Event-based backpropagation for exact gradients in spiking neural networks

periheli0n · on June 2, 2021

This is about achieving Deep learning on Neuromorphic hardware. Large research teams have been working on it for decades. Billions of dollars/Euros/Pounds must have been poured into it. Still, their devices and algorithms get blown out of the water by an off-the-shelf GPU plus tensorflow, pytorch, what have you.

Hats off for the authors' achievement, this is no small feat and something that has been tried for years. But IMHO it's time that field moved on from running after matrix accelerators and focused on the real advantages of event-based computing: asynchronous, low-latency, event-based signal processing.

FrereKhan · on June 2, 2021

It's not quite correct to say this is only for achieving deep learning. Gradient-based parameter optimisation is still a useful tool, even for small shallow networks that would be ideal for event-based signal processing.

Even for small-network tasks, training spiking networks has been non-trivial. This paper provides a way to get exact gradients, implying probably faster optimisation than using surrogate gradients or other approximation methods for SNNs.

periheli0n · on June 2, 2021

You are totally right. The algorithm itself is a potential game-changer. I guess I was carried away by the pitch in the abstract that starts off with deep learning.

Personally I think that way too many resources were wasted on trying to make better deep networks with spikes. In my opinion it is much more promising to apply spiking networks on problems that are inherently event-based.

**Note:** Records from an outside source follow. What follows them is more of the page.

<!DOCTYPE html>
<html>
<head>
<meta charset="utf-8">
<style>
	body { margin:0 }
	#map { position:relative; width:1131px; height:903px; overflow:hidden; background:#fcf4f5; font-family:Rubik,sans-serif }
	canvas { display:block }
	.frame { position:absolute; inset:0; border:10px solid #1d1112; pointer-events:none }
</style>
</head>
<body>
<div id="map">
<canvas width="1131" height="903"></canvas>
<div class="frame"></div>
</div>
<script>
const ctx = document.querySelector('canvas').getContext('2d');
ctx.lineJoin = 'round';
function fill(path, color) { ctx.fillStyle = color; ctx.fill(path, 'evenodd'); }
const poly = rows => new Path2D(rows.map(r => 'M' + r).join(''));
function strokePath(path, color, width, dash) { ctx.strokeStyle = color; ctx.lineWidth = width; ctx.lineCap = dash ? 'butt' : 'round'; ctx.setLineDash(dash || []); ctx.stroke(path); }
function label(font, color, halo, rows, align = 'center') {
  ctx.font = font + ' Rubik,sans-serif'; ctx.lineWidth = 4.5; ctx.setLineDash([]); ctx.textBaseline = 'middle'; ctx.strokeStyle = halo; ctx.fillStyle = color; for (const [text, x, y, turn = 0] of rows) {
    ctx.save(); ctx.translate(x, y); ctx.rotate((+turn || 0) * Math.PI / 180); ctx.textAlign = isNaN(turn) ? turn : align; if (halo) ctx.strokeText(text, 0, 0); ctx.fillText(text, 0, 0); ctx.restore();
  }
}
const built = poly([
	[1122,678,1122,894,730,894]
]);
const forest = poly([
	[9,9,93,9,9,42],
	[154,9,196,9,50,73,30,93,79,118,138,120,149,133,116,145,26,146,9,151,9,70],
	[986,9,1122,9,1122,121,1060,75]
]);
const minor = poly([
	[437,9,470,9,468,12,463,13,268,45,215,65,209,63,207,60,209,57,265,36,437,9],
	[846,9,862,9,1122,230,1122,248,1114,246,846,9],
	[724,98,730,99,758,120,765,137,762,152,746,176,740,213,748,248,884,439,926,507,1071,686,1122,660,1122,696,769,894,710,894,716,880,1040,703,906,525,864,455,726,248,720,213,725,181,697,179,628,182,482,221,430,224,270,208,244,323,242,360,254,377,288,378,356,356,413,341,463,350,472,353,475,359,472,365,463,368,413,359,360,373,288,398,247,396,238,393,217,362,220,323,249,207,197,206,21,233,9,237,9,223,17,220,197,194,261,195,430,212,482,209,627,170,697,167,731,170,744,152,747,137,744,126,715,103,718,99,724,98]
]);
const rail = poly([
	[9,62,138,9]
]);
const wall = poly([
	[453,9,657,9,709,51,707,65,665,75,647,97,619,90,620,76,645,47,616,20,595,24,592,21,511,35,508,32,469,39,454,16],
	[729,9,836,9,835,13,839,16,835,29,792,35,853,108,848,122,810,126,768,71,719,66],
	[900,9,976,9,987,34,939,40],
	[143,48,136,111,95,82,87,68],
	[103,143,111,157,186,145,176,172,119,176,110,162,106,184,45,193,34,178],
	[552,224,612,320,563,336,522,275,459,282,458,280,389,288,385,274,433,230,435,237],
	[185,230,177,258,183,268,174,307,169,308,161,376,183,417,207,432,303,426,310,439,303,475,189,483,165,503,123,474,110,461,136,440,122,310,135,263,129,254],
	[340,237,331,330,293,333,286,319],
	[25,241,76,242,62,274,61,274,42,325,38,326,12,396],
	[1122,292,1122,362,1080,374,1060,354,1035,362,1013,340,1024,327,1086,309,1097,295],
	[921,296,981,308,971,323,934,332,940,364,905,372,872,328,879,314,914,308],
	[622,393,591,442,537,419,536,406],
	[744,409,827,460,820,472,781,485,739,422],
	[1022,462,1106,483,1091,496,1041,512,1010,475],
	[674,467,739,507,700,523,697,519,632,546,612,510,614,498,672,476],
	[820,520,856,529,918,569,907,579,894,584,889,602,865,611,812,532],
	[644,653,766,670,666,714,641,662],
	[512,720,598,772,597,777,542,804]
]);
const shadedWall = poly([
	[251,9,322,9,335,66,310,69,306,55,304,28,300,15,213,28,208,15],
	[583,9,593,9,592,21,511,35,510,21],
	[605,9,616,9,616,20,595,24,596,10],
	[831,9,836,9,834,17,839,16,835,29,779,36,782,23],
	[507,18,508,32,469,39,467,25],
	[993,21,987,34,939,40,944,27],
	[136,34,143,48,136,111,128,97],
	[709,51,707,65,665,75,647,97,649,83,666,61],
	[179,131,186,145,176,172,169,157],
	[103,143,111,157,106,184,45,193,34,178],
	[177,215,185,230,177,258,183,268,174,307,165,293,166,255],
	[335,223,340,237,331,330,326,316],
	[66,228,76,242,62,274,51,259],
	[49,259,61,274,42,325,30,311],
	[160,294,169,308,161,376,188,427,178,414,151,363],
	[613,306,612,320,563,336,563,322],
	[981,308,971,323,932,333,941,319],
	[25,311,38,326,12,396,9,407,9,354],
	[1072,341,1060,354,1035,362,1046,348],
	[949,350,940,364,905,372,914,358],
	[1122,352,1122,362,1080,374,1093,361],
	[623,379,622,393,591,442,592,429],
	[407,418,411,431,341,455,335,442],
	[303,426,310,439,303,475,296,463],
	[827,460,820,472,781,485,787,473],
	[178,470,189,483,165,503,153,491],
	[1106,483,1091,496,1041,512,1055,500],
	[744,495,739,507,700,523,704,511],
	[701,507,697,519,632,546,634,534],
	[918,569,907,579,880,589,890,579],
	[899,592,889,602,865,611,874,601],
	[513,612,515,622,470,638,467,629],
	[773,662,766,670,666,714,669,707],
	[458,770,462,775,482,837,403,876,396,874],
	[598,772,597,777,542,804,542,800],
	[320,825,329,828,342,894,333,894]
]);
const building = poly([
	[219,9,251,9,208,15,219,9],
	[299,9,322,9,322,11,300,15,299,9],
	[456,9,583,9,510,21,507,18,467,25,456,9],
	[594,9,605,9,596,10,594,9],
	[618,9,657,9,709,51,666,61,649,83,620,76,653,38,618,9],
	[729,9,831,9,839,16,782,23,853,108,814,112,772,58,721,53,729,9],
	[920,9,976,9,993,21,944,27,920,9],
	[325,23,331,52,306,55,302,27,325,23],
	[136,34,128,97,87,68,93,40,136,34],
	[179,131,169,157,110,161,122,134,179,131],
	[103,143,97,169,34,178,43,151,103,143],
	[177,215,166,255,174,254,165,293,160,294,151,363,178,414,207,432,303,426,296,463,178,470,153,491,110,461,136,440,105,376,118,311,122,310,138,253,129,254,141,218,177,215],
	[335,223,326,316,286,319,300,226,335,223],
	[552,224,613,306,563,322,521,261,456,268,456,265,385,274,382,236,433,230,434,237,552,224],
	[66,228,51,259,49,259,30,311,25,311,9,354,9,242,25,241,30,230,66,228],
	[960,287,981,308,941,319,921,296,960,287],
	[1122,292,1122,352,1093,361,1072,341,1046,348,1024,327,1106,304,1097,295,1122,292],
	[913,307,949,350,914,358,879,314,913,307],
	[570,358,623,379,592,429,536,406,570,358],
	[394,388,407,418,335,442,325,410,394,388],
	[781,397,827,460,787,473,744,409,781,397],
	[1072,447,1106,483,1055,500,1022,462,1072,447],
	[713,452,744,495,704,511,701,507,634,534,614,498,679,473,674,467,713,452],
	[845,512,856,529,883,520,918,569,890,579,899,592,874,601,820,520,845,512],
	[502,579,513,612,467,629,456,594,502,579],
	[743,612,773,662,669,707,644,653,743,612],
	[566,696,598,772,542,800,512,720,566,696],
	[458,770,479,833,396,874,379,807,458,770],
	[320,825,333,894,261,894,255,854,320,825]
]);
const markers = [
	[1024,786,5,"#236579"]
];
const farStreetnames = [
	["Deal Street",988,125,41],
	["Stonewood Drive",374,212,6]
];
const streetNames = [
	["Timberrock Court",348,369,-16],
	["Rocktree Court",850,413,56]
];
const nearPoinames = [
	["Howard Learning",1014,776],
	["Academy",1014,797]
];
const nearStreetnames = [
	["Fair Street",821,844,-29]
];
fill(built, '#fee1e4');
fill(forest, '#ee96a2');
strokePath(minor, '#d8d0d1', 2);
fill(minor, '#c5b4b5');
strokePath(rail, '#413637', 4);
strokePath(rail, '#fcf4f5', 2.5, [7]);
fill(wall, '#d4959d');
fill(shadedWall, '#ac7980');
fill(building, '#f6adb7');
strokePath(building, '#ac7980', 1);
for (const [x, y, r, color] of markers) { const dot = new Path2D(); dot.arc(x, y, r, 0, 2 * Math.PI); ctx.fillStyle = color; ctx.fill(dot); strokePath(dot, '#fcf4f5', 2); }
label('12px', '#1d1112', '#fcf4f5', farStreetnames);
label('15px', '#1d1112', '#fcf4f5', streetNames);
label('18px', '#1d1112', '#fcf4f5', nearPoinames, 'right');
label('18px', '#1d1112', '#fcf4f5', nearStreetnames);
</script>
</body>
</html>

Having a functional backpropagation algorithm such as the one provided can help with that, obviously.

datameta · on June 2, 2021

Based on reading just the abstract so far, it seems to me the event-based application of this algorithm makes absolute sense. Temporal importance can be effectively characterized in memristors. At the risk of making a comparison similar to that of Andrew Ng's a decade ago, I think this approach paired with something like a ReRAM crossbar is quite an effective rough analogue to the voltage potentials across a group of neurons in the brain.

I applaud this team's efforts. A real breakthrough.

mpfundstein · on June 2, 2021

interesting. where would one start reading about all this?

periheli0n · on June 2, 2021

You could start with Intel‘s Loihi Press release: https://www.intel.com/content/www/us/en/research/neuromorphi...

There you get the full dose of hype for neuromorphic computing, but without any critical reflection (naturally, since it’s a press release advertising a product).

Unfortunately I am not aware of literature that provides critical review of neuromorphic computing. You have to read between the lines of the research papers to find out that the field has failed to live up to the promise of lower-energy deep learning (which was a misguided promise from the outset, IMHO).

dtjohnnyb · on June 2, 2021

Could you elaborate on why you think low energy deep learning was a misguided promise for SNNs? Just came across them for the first time last week and the low energy promise seemed like their most interesting aspect!

periheli0n · on June 2, 2021

Deep learning is fundamentally linear algebra. Spiking networks are fundamentally event-based processors. The two concepts don’t play well together.

Many researchers have been trying hard to shoe-horn deep ANNs into spiking networks for the last 10 years. But this doesn’t change the fact that linear algebra is best accelerated by linear algebra accelerators (i.e. GPUs/TPUs).

Generally, spiking networks will likely have an edge when the signals they are processing are events in time. For example, when processing signal streams from event based sensors, like silicon retinas. There’s also evidence that event-based control has advantages over their periodically-sampling equivalents.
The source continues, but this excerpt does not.